Authorities arrested Benjamin Holmes in the killing of Christine Franke, who was killed in her Orlando apartment in October 2001, said Orlando police last week, ABC News reported.
“I honestly never thought they would find him,” her mother, Tina Franke, said on Nov. 9.
“This is such a happy day for us,” Franke said and added she was “overwhelmingly grateful” for the police investigators who “never gave up on my daughter’s case.”
Holmes was identified after the Orlando Police Department sent DNA samples to Parabon Nanolabs to create a composite of what Franke’s murderer may look like.

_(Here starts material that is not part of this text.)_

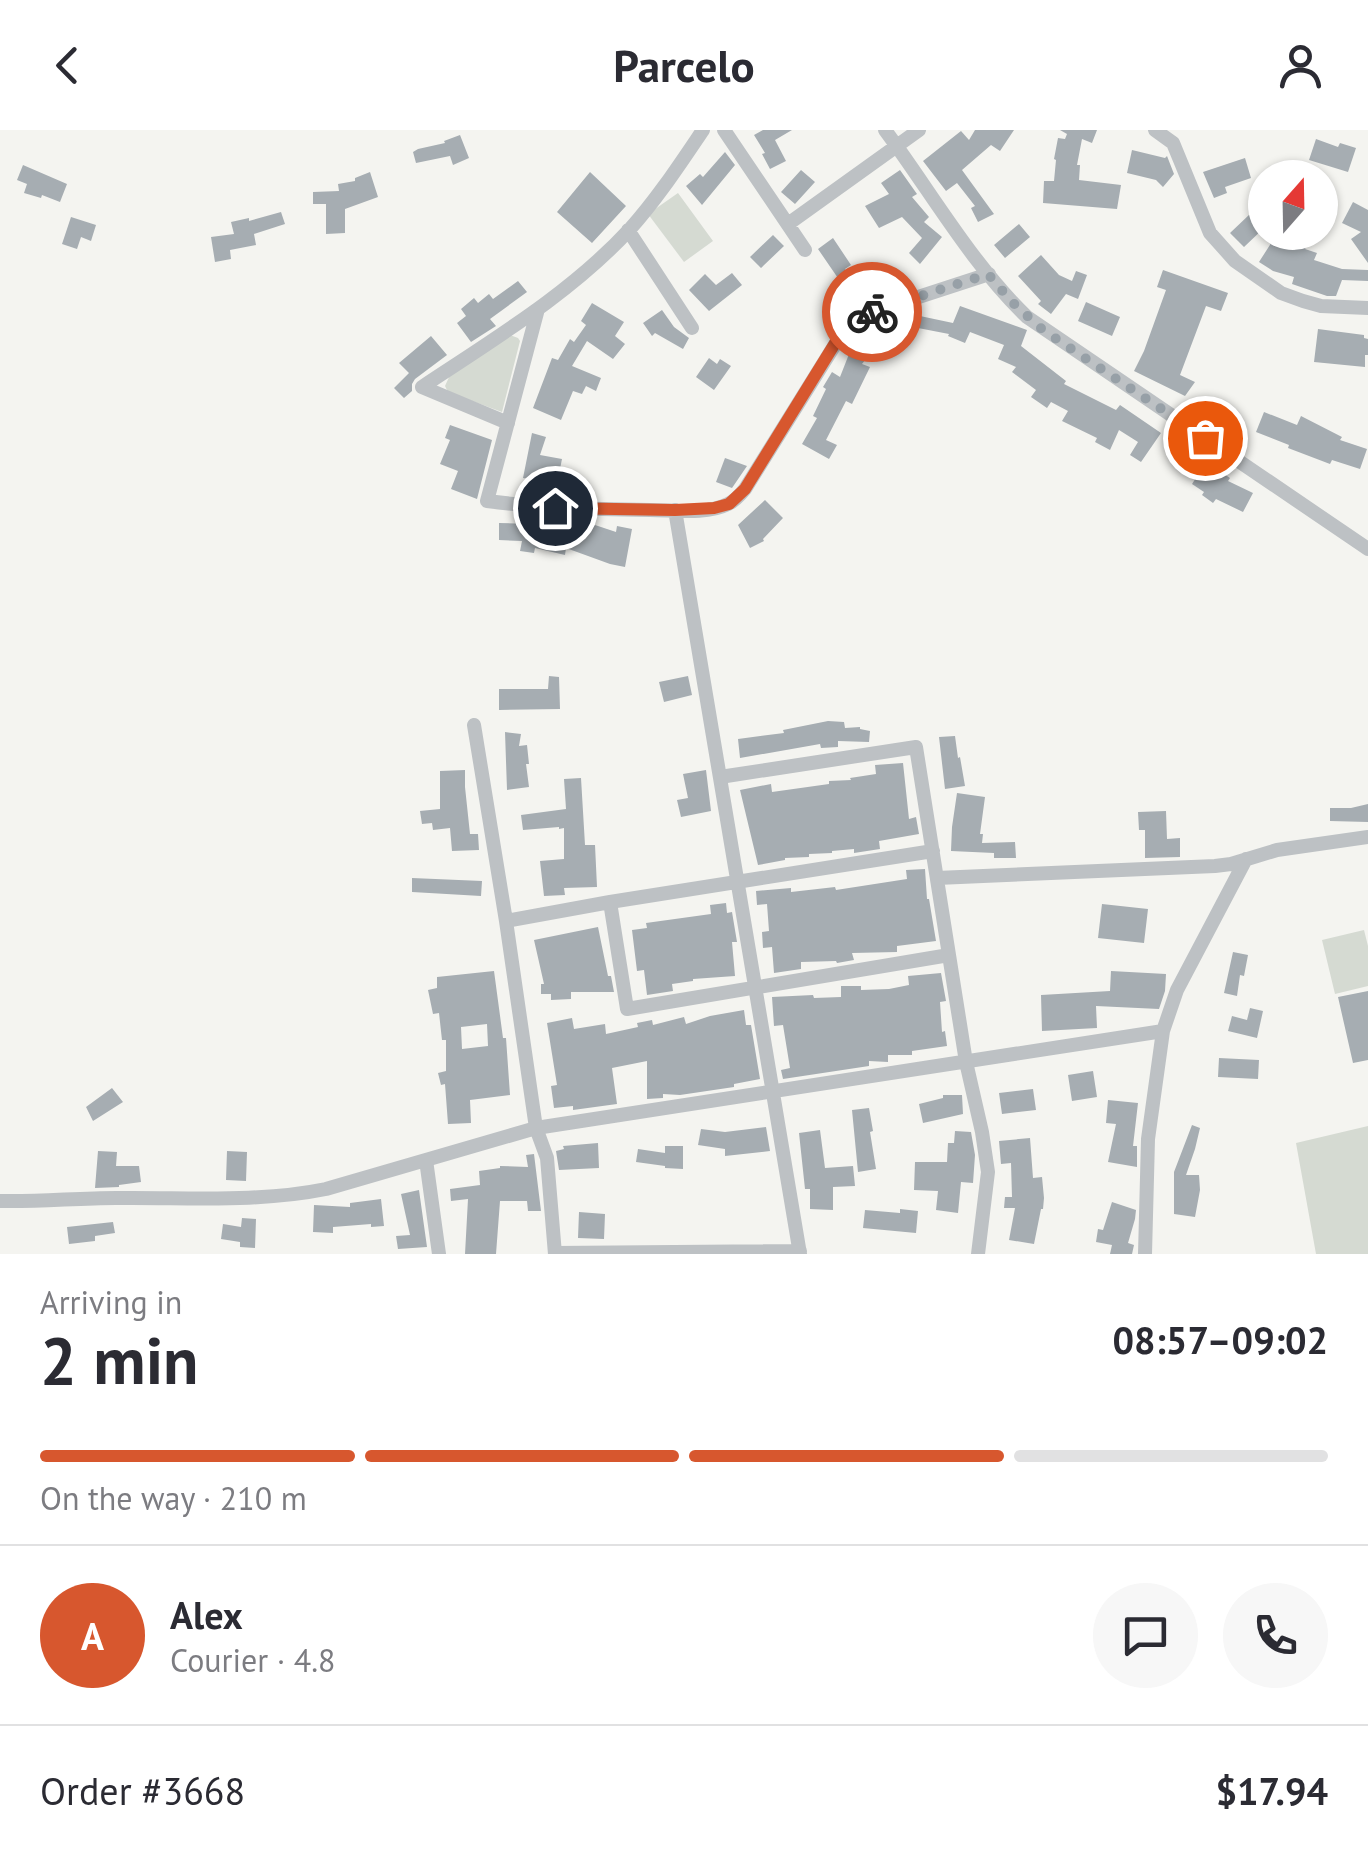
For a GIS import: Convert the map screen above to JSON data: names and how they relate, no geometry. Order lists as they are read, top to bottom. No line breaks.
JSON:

“We knew everything about his genetic make-up, but we did not know his name,” Detective Michael Fields said at a press conference, Fox News reported.
Police sent the DNA to Gedmatch, a public genealogy database, and they got a match. Three of Holmes’ family members had submitted their DNA to the database.
“We went out, we interviewed family members. We received DNA samples to compare against the killer’s DNA through kinship testing,” Fields told Fox. “Through this testing we were able to shop the kinship relationship between the killer and other family members. We eliminated most of the family using DNA genealogy and narrowed down to Holmes and his brother.”
Officials then followed Holmes and watched him discard a beer can and cigar. DNA samples found on those items were an exact match to the DNA found in Franke’s apartment 17 years ago.
Holmes had prior arrests on other charges.
Holmes denied killing Franke, and he’s being held without bond at the Orange County Jail, according to reports.